Prato, 1 aprile 2025 – A seguito del rifiuto del ministro Nordio di rafforzare l’organico della Procura di Prato, così come richiesto dal procuratore Luca Tescaroli, i consiglieri regionali del Movimento 5 Stelle Irene Galletti e Luca Rossi Romanelli promuovono una campagna di raccolta firme per chiedere al Ministro della Giustizia, al Governo, al CSM e a tutti gli organi competenti di intervenire subito e di dotare la provincia di Prato dell’organico di cui ha bisogno.
Nello specifico, si chiede la copertura immediata del posto vacante, l’ampliamento stabile della pianta organica della Procura con almeno due magistrati in più, un piano straordinario per il personale amministrativo del Tribunale di Prato e degli altri uffici giudiziari collegati (compresi NEP e giudice di pace) e l’attivazione urgente di tutti gli strumenti straordinari previsti dall’ordinamento, comprese le piante organiche flessibili distrettuali, previste proprio per gli uffici giudiziari che versano in condizioni critiche di rendimento.
«Gli italiani hanno appena detto No a una riforma che indeboliva l’equilibrio costituzionale della giustizia. Nordio, invece di ascoltare quel messaggio, continua a indebolire nei fatti proprio i territori più esposti e Prato è il caso simbolo. I dati ufficiali del Comune di Prato dicono che al 31 dicembre 2025 la città conta 196.308 residenti, di cui 51.004 stranieri, pari al 25,98% della popolazione. Sono numeri che descrivono una realtà complessa, intensamente attraversata da flussi economici, sociali e migratori, che richiede una presenza forte e credibile dello Stato» spiegano i consiglieri regionali Irene Galletti e Luca Rossi Romanelli.
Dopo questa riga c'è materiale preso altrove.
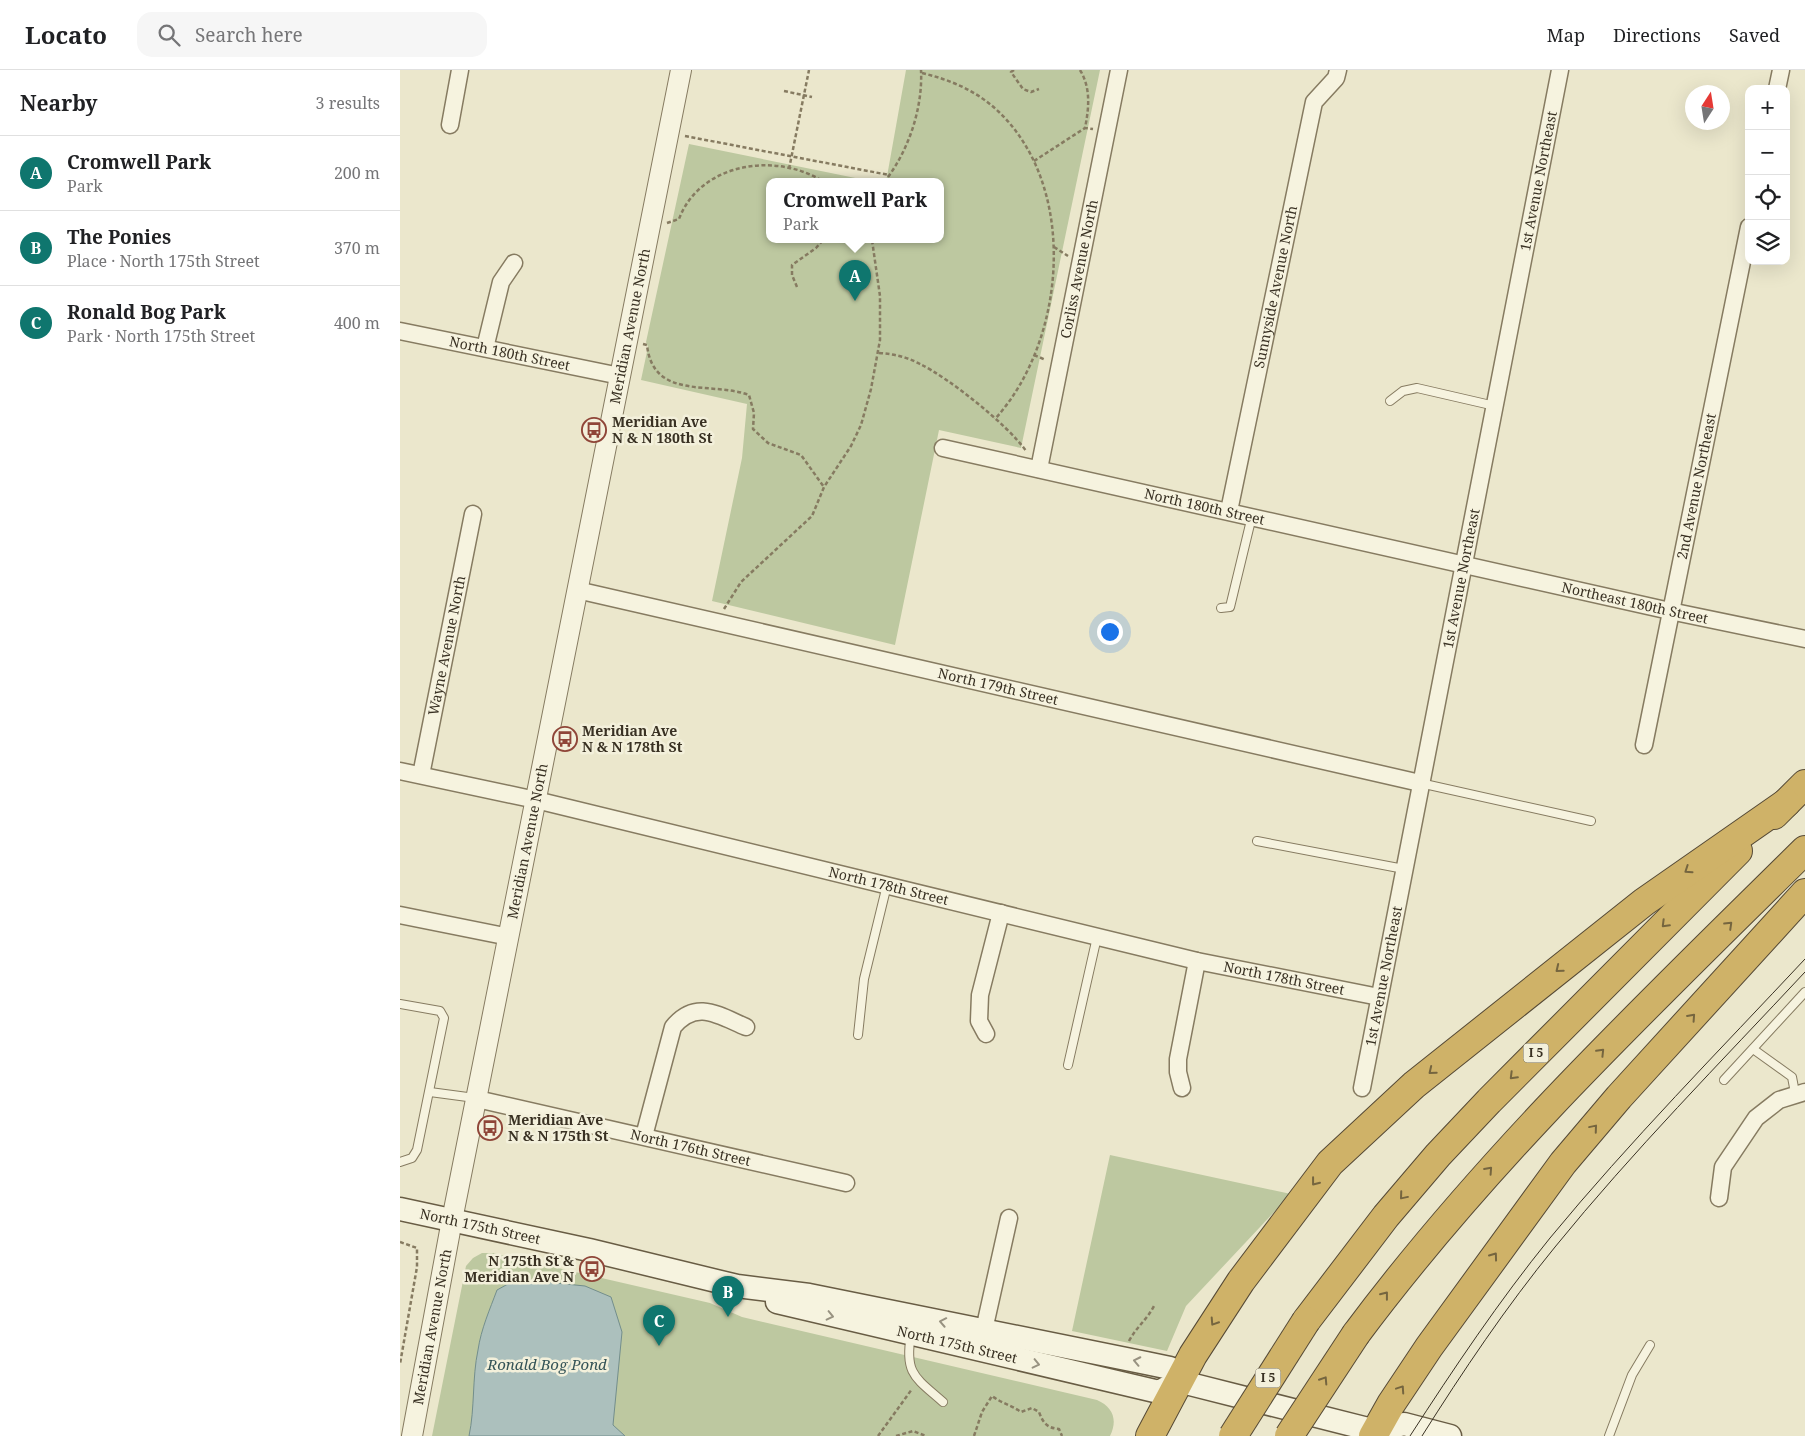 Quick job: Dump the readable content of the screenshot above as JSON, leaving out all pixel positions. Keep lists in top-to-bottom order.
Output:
{
  "streets": {
    "highway": ["I 5"],
    "main road": ["North 175th Street"],
    "street": [
      "1st Avenue Northeast",
      "Corliss Avenue North",
      "Sunnyside Avenue North",
      "Meridian Avenue North",
      "North 180th Street",
      "2nd Avenue Northeast",
      "Northeast 180th Street",
      "Wayne Avenue North",
      "North 179th Street",
      "North 178th Street",
      "North 176th Street"
    ]
  },
  "crossings": [
    ["1st Avenue Northeast", "North 180th Street"],
    ["1st Avenue Northeast", "Northeast 180th Street"],
    ["1st Avenue Northeast", "North 179th Street"],
    ["1st Avenue Northeast", "North 178th Street"],
    ["Corliss Avenue North", "North 180th Street"],
    ["Sunnyside Avenue North", "North 180th Street"],
    ["Meridian Avenue North", "North 180th Street"],
    ["Meridian Avenue North", "North 179th Street"],
    ["Meridian Avenue North", "North 178th Street"],
    ["Meridian Avenue North", "North 176th Street"],
    ["Meridian Avenue North", "North 175th Street"],
    ["North 180th Street", "Northeast 180th Street"],
    ["2nd Avenue Northeast", "Northeast 180th Street"],
    ["Wayne Avenue North", "North 178th Street"]
  ],
  "water": ["Ronald Bog Pond"],
  "places": {
    "bus stop": [
      "Meridian Ave N & N 180th St",
      "Meridian Ave N & N 178th St",
      "Meridian Ave N & N 175th St",
      "N 175th St & Meridian Ave N"
    ]
  },
  "north": "top",
  "page": {
    "header": "Locato",
    "search": "Search here",
    "nav": ["Map", "Directions", "Saved"],
    "heading": ["Nearby", "3 results"],
    "map_buttons": ["+", "−"],
    "list": [
      {
        "mark": "A",
        "name": "Cromwell Park",
        "note": "Park",
        "value": "200 m"
      },
      {
        "mark": "B",
        "name": "The Ponies",
        "note": "Place · North 175th Street",
        "value": "370 m"
      },
      {
        "mark": "C",
        "name": "Ronald Bog Park",
        "note": "Park · North 175th Street",
        "value": "400 m"
      }
    ],
    "popup": ["Cromwell Park", "Park"],
    "pins": ["A", "B", "C"]
  }
}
«La stessa Procura di Prato, nel proprio Programma annuale delle attività 2025, scrive che la città e la provincia pratese sono segnate da una complessità e da una pericolosità criminale non ancora del tutto conosciute nella loro reale estensione – continuano i consiglieri – e la Procura di Prato ha una pianta organica non sufficiente per un territorio connotato da fenomeni criminali specifici e da una forte pluralità etnica. In questo quadro si inseriscono anche la crisi degli uffici giudiziari e la situazione critica del carcere della Dogaia. Invitiamo i cittadini toscani a firmare questo appello perché le istituzioni preposte intervengano immediatamente».
«La petizione sarà già da stasera sottoscrivibile sulla piattaforma Change.org – concludono – poi organizzeremo eventi sul territorio e lavoreremo affinché sia sostenuta dalle associazioni territoriali e locali che ogni giorno si battono per la difesa della giustizia».